Biro Pers Sekretariat Presiden
Presiden Joko Widodo ditemani Wakil Presiden Jusuf Kalla megumumkan Sri Mulyani sebagai Menteri Keuangan pada resuffle kabinet jilid II di Istana Merdeka, Jakarta, 27 Juli 2016
Penulis:
Editor: Yura Syahrul
28/7/2016, 20.35 WIB

SEKITAR seribu tamu berdiri memberikan standing ovation begitu Sri Mulyani Indrawati mengakhiri pidatonya. Gemuruh tepuk tangan semenit lamanya memenuhi ballroom Hotel Ritz-Carlton, Jakarta, pada Selasa malam itu, 18 Mei 2010.

“Jangan pernah putus asa mencintai Republik,” ucap Sri dalam pidato perpisahannya menjelang keberangkatannya ke Washington D.C. setelah didera badai kasus Bank Century.

Di awal acara, Rocky Gerung dari Perhimpunan Pendidikan Demokrasi pun dalam pidatonya menegaskan sebuah harapan kepada Sri. “Ini bukan forum perpisahan, dan bukan untuk melepas SMI. Tapi untuk memastikan ia kembali.”

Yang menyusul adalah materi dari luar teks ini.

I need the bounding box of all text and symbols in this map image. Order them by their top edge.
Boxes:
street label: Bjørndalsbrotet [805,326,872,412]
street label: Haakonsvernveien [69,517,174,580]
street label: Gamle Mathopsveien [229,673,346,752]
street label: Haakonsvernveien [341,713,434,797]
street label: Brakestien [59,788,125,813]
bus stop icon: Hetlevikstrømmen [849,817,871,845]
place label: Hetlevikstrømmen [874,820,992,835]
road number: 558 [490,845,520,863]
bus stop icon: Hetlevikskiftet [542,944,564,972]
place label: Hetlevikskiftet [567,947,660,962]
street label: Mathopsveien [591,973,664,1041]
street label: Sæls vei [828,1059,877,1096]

Harapan itu rupanya baru terwujud pada Rabu, 27 Juli lalu, setelah enam tahun berselang. Kali ini dengan wajah ceria, Sri menghampiri podium di pelataran belakang Istana Merdeka, Jakarta, ketika Presiden Joko Widodo menyebut namanya sebagai Menteri Keuangan yang baru dalam perombakan kabinet jilid dua.

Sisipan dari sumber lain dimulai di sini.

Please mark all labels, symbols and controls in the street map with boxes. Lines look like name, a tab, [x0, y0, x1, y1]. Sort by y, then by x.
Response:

Sri kembali ke Indonesia dan meninggalkan jabatannya yang pernah dipegangnya selama enam tahun di Bank Dunia sebagai Managing Director dan Chief Operating Officer. Ia didapuk menggantikan juniornya di Fakultas Ekonomi Universitas Indonesia (UI), Bambang Brodjonegoro, dan berduet dengan seniornya di kampus yang sama, yaitu Menko Perekonomian Darmin Nasution.

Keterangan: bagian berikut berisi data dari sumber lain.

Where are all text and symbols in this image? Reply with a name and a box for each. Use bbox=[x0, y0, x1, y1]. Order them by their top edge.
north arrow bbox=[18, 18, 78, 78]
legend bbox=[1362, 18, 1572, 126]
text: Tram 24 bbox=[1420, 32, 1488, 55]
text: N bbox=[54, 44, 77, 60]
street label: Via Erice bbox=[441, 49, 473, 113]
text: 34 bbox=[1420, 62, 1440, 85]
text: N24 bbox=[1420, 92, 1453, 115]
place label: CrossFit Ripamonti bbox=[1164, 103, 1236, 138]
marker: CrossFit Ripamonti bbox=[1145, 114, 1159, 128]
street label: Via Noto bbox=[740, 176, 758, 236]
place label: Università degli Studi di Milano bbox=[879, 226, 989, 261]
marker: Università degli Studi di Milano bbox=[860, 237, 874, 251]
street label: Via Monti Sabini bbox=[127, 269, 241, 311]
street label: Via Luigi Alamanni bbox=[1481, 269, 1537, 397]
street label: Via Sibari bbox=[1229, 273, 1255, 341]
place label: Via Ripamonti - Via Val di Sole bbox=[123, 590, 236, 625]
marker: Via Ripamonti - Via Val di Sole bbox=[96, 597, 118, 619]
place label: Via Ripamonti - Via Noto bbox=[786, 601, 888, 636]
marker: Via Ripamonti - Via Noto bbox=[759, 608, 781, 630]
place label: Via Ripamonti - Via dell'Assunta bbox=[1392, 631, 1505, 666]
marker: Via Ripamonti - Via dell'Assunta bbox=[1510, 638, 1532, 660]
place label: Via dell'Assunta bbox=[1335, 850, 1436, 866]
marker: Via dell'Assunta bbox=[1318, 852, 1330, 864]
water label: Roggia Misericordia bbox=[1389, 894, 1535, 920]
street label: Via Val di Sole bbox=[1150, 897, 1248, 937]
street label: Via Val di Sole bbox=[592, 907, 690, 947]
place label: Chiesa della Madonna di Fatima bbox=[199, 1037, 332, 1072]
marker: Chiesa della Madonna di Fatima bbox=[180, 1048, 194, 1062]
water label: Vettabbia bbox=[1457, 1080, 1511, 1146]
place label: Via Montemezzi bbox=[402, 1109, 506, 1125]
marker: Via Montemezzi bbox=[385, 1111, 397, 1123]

Sri menjadi “bintang” reshuffle kali ini. Respons positif langsung tercermin pada kenaikan Indeks Harga Saham Gabungan di Bursa Efek Indonesia dan penguatan mata uang rupiah. Pergantian posisi di pos strategis kabinet ini diharapkan dapat kian memacu laju ekonomi nasional yang masih lamban.

Sebanyak 12 paket ekonomi memang telah digulirkan oleh Darmin, begitu ia dipercaya menakhodai tim ekonomi. Namun, upaya ini belum sepenuhnya berhasil. Darmin juga dipandang perlu memiliki sekondan yang cakap untuk membantunya mengelola keuangan negara.

Apalagi, pemerintah kini dihadapkan pada ancaman melebarnya defisit anggaran. Target perolehan amnesti pajak sebesar Rp 165 triliun dinilai banyak kalangan kelewat tinggi. Menurut taksiran sejumlah ekonom, perolehannya maksimal hanya akan berkisar setengahnya.

Di tengah situasi sulit ini, duet Darmin-Sri dinilai memberi harapan baru. Apalagi, kedua ekonom kawakan ini sudah lama bekerja sama. Bedanya, dulu Sri selaku Menteri Keuangan menjadi atasan Darmin yang saat itu menjabat Dirjen Pajak—meski di FE-UI Darmin jauh lebih senior dari Sri.

Keduanya saat itu bahu-membahu mereformasi Kementerian Keuangan dan Direktorat Jenderal Pajak. Sejumlah kasus pajak besar pun dibongkar. Termasuk kasus pajak Asian Agri Group dan Bakrie Group, yang ditengarai merugikan negara triliunan rupiah.

Tiga Titik Konsolidasi  

Hal lain yang bisa menjadi alasan munculnya optimisme pasar, yaitu masuknya Sri ke kabinet sebagai rangkaian penanda kian solidnya kekuatan politik Jokowi.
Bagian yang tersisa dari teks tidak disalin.